##### Dataset content
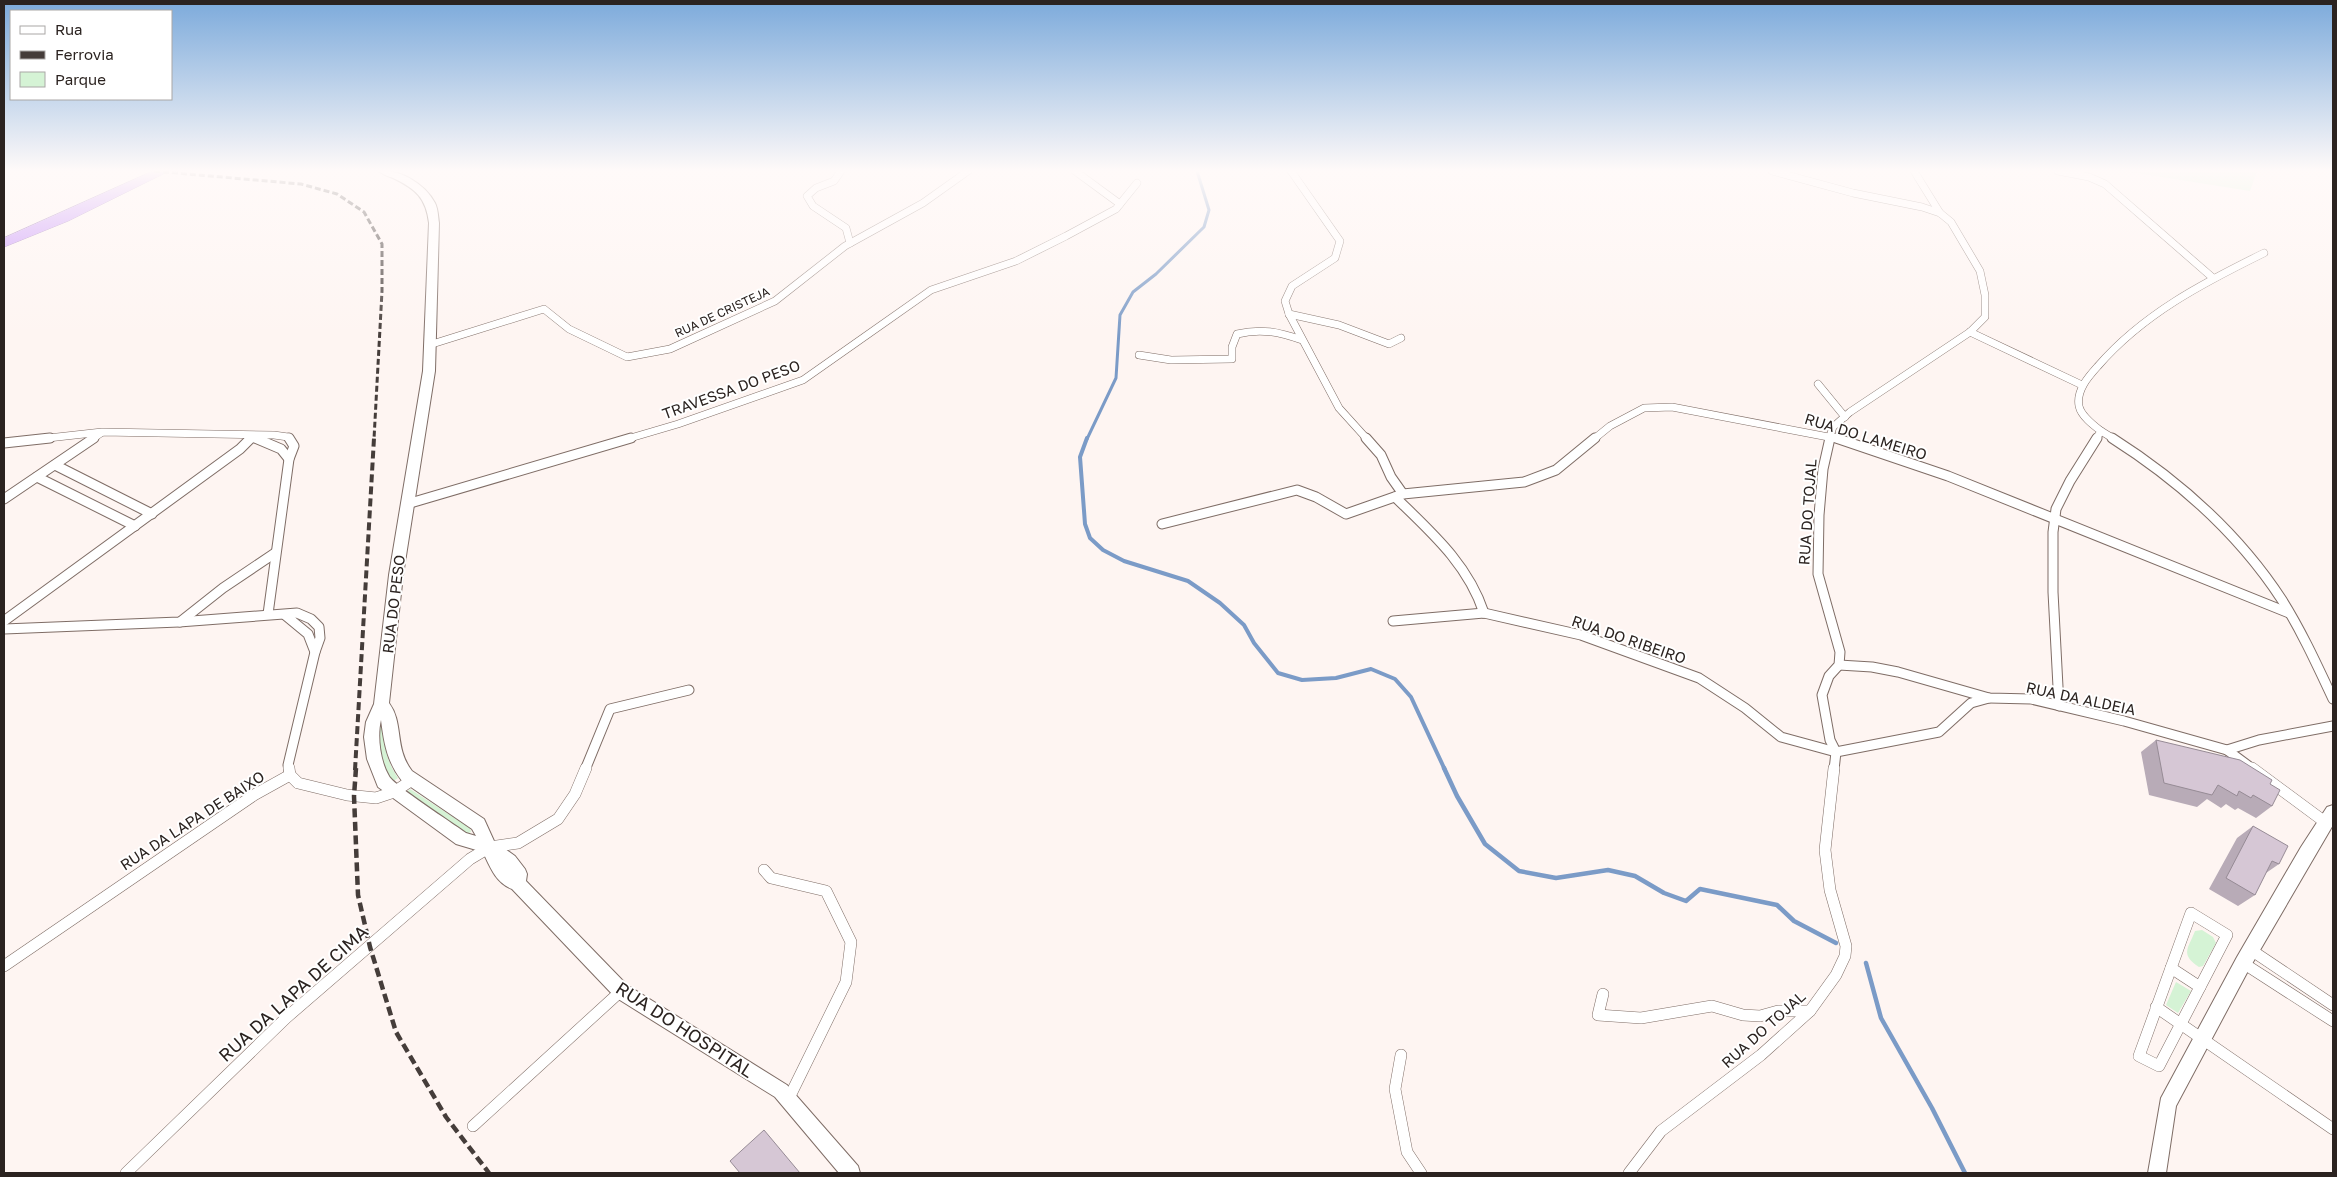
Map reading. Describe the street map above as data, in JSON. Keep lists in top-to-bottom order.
{
  "streets": {
    "main road": ["RUA DO PESO", "RUA DO HOSPITAL"],
    "street": [
      "RUA DE CRISTEJA",
      "TRAVESSA DO PESO",
      "RUA DO LAMEIRO",
      "RUA DO TOJAL",
      "RUA DO RIBEIRO",
      "RUA DA ALDEIA",
      "RUA DA LAPA DE BAIXO",
      "RUA DA LAPA DE CIMA"
    ]
  },
  "crossings": [
    ["TRAVESSA DO PESO", "RUA DO PESO"],
    ["RUA DO LAMEIRO", "RUA DO TOJAL"],
    ["RUA DO TOJAL", "RUA DO RIBEIRO"],
    ["RUA DO TOJAL", "RUA DA ALDEIA"],
    ["RUA DO PESO", "RUA DA LAPA DE CIMA"],
    ["RUA DO PESO", "RUA DO HOSPITAL"],
    ["RUA DA LAPA DE CIMA", "RUA DO HOSPITAL"]
  ],
  "legend": ["Rua", "Ferrovia", "Parque"]
}
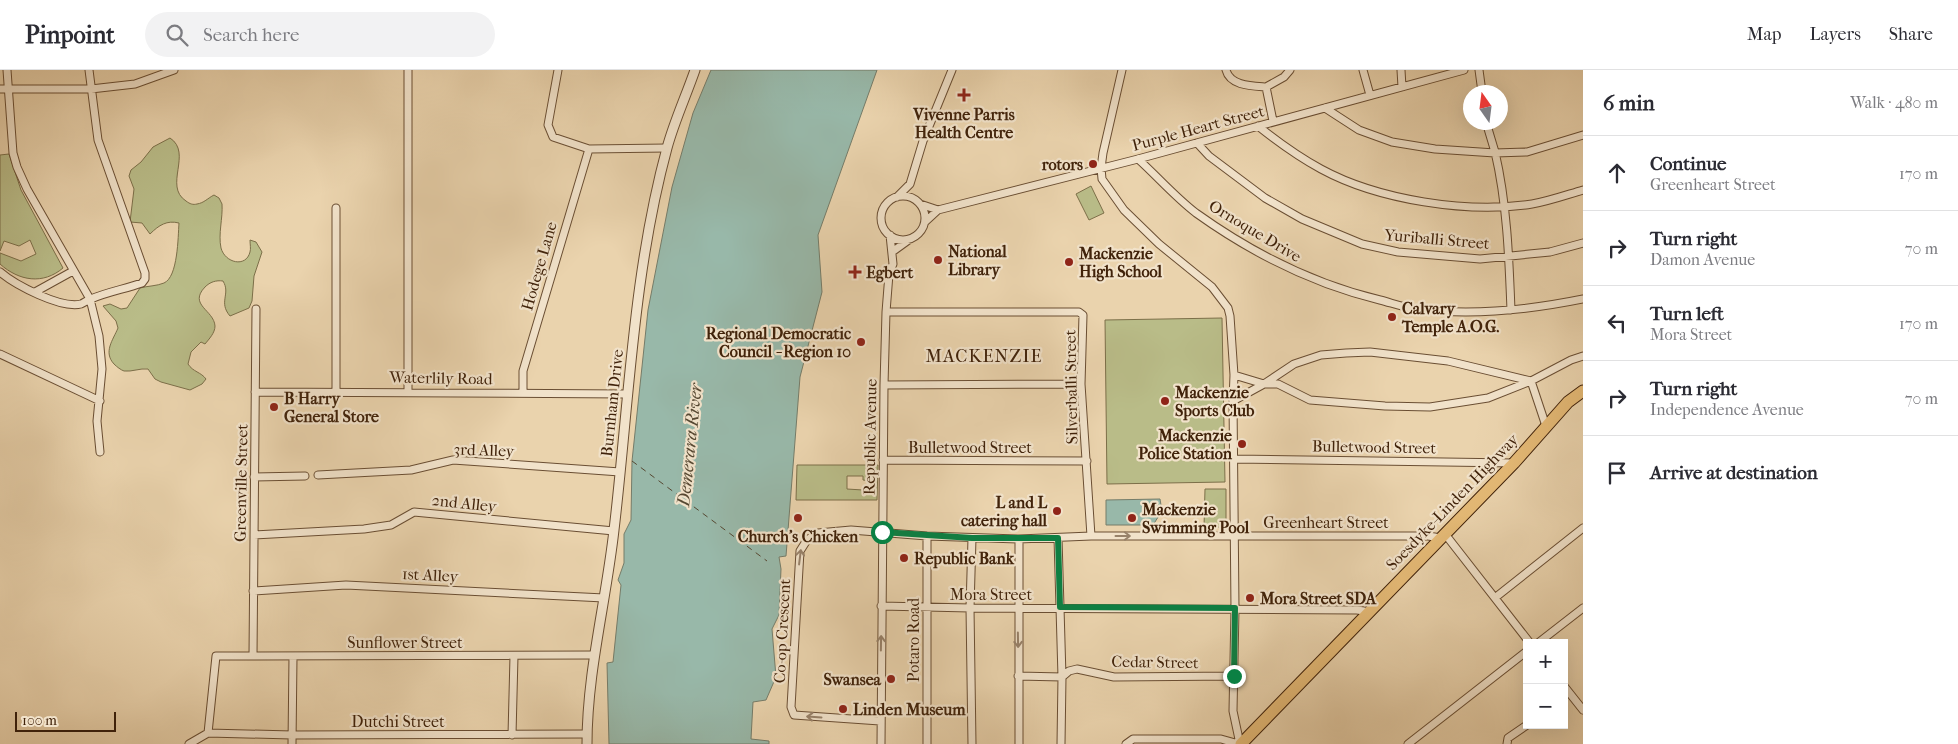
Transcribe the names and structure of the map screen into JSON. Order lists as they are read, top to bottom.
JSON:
{
  "streets": {
    "main road": ["Soesdyke-Linden Highway"],
    "street": [
      "Purple Heart Street",
      "Ornoque Drive",
      "Yuriballi Street",
      "Hodege Lane",
      "Waterlily Road",
      "Silverballi Street",
      "Burnham Drive",
      "Republic Avenue",
      "Bulletwood Street",
      "3rd Alley",
      "Greenville Street",
      "2nd Alley",
      "Greenheart Street",
      "1st Alley",
      "Mora Street",
      "Co-op Crescent",
      "Potaro Road",
      "Sunflower Street",
      "Cedar Street",
      "Dutchi Street"
    ]
  },
  "crossings": [
    ["Purple Heart Street", "Ornoque Drive"],
    ["Purple Heart Street", "Yuriballi Street"],
    ["Purple Heart Street", "Republic Avenue"],
    ["Hodege Lane", "Waterlily Road"],
    ["Waterlily Road", "Burnham Drive"],
    ["Waterlily Road", "Greenville Street"],
    ["Silverballi Street", "Republic Avenue"],
    ["Silverballi Street", "Bulletwood Street"],
    ["Silverballi Street", "Greenheart Street"],
    ["Burnham Drive", "3rd Alley"],
    ["Burnham Drive", "2nd Alley"],
    ["Burnham Drive", "1st Alley"],
    ["Burnham Drive", "Sunflower Street"],
    ["Burnham Drive", "Dutchi Street"],
    ["Republic Avenue", "Bulletwood Street"],
    ["Republic Avenue", "Greenheart Street"],
    ["Republic Avenue", "Mora Street"],
    ["Republic Avenue", "Co-op Crescent"],
    ["Bulletwood Street", "Soesdyke-Linden Highway"],
    ["Greenville Street", "2nd Alley"],
    ["Greenville Street", "1st Alley"],
    ["Greenville Street", "Sunflower Street"],
    ["Soesdyke-Linden Highway", "Greenheart Street"],
    ["Soesdyke-Linden Highway", "Mora Street"],
    ["Greenheart Street", "Co-op Crescent"],
    ["Greenheart Street", "Potaro Road"],
    ["Mora Street", "Potaro Road"],
    ["Sunflower Street", "Dutchi Street"]
  ],
  "districts": ["MACKENZIE"],
  "water": ["Demerara River"],
  "places": {
    "health": ["Vivenne Parris Health Centre", "Egbert"],
    "other": [
      "rotors",
      "National Library",
      "Mackenzie High School",
      "Calvary Temple A.O.G.",
      "Regional Democratic Council - Region 10",
      "Mackenzie Sports Club",
      "B Harry General Store",
      "Mackenzie Police Station",
      "L and L catering hall",
      "Church's Chicken",
      "Mackenzie Swimming Pool",
      "Republic Bank",
      "Mora Street SDA",
      "Swansea",
      "Linden Museum"
    ]
  },
  "scale_bar": "100 m",
  "north": "top",
  "page": {
    "header": "Pinpoint",
    "search": "Search here",
    "nav": ["Map", "Layers", "Share"],
    "heading": ["6 min", "Walk · 480 m"],
    "list": [
      ["Continue", "Greenheart Street", "170 m"],
      ["Turn right", "Damon Avenue", "70 m"],
      ["Turn left", "Mora Street", "170 m"],
      ["Turn right", "Independence Avenue", "70 m"],
      "Arrive at destination"
    ],
    "map_buttons": ["+", "−"],
    "scale": "100 m"
  }
}
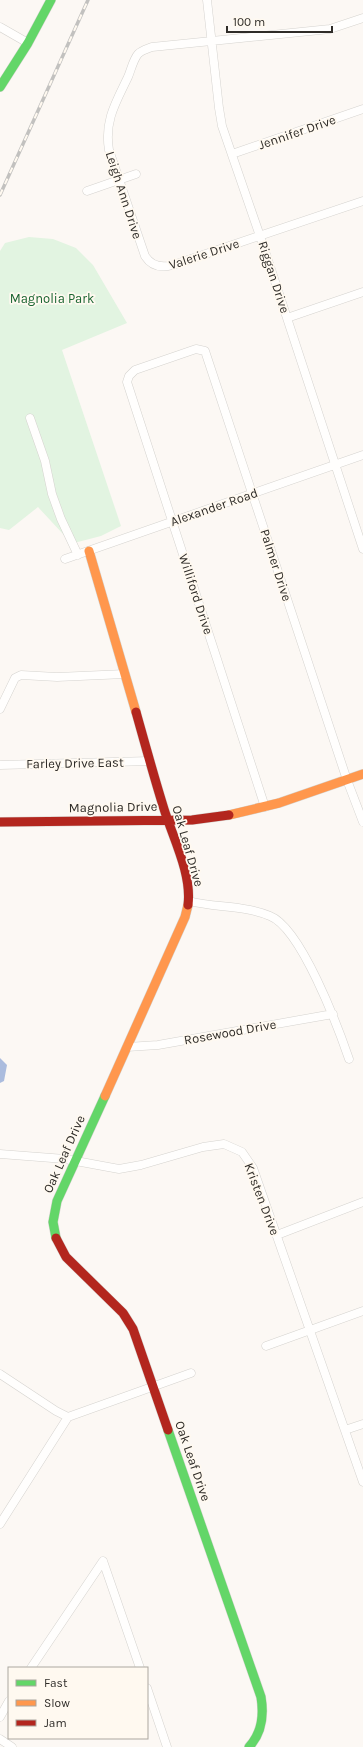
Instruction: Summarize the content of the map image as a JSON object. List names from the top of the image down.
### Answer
{
  "streets": {
    "street": [
      "Jennifer Drive",
      "Leigh Ann Drive",
      "Valerie Drive",
      "Riggan Drive",
      "Alexander Road",
      "Palmer Drive",
      "Williford Drive",
      "Farley Drive East",
      "Magnolia Drive",
      "Oak Leaf Drive",
      "Rosewood Drive",
      "Kristen Drive"
    ]
  },
  "crossings": [
    ["Jennifer Drive", "Riggan Drive"],
    ["Leigh Ann Drive", "Valerie Drive"],
    ["Leigh Ann Drive", "Riggan Drive"],
    ["Valerie Drive", "Riggan Drive"],
    ["Riggan Drive", "Alexander Road"],
    ["Alexander Road", "Palmer Drive"],
    ["Alexander Road", "Williford Drive"],
    ["Alexander Road", "Oak Leaf Drive"],
    ["Palmer Drive", "Williford Drive"],
    ["Palmer Drive", "Magnolia Drive"],
    ["Williford Drive", "Magnolia Drive"],
    ["Farley Drive East", "Oak Leaf Drive"],
    ["Magnolia Drive", "Oak Leaf Drive"],
    ["Oak Leaf Drive", "Rosewood Drive"],
    ["Oak Leaf Drive", "Kristen Drive"]
  ],
  "parks": ["Magnolia Park"],
  "legend": ["Fast", "Slow", "Jam"],
  "scale_bar": "100 m"
}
##########
What to produce
Set down, word for word, only the lines running from the line with "Instruction: Summarize the" to the last line of the listing above. Both of those lines belong in your answer.

Exercise result
Instruction: Summarize the content of the map image as a JSON object. List names from the top of the image down.
### Answer
{
  "streets": {
    "street": [
      "Jennifer Drive",
      "Leigh Ann Drive",
      "Valerie Drive",
      "Riggan Drive",
      "Alexander Road",
      "Palmer Drive",
      "Williford Drive",
      "Farley Drive East",
      "Magnolia Drive",
      "Oak Leaf Drive",
      "Rosewood Drive",
      "Kristen Drive"
    ]
  },
  "crossings": [
    ["Jennifer Drive", "Riggan Drive"],
    ["Leigh Ann Drive", "Valerie Drive"],
    ["Leigh Ann Drive", "Riggan Drive"],
    ["Valerie Drive", "Riggan Drive"],
    ["Riggan Drive", "Alexander Road"],
    ["Alexander Road", "Palmer Drive"],
    ["Alexander Road", "Williford Drive"],
    ["Alexander Road", "Oak Leaf Drive"],
    ["Palmer Drive", "Williford Drive"],
    ["Palmer Drive", "Magnolia Drive"],
    ["Williford Drive", "Magnolia Drive"],
    ["Farley Drive East", "Oak Leaf Drive"],
    ["Magnolia Drive", "Oak Leaf Drive"],
    ["Oak Leaf Drive", "Rosewood Drive"],
    ["Oak Leaf Drive", "Kristen Drive"]
  ],
  "parks": ["Magnolia Park"],
  "legend": ["Fast", "Slow", "Jam"],
  "scale_bar": "100 m"
}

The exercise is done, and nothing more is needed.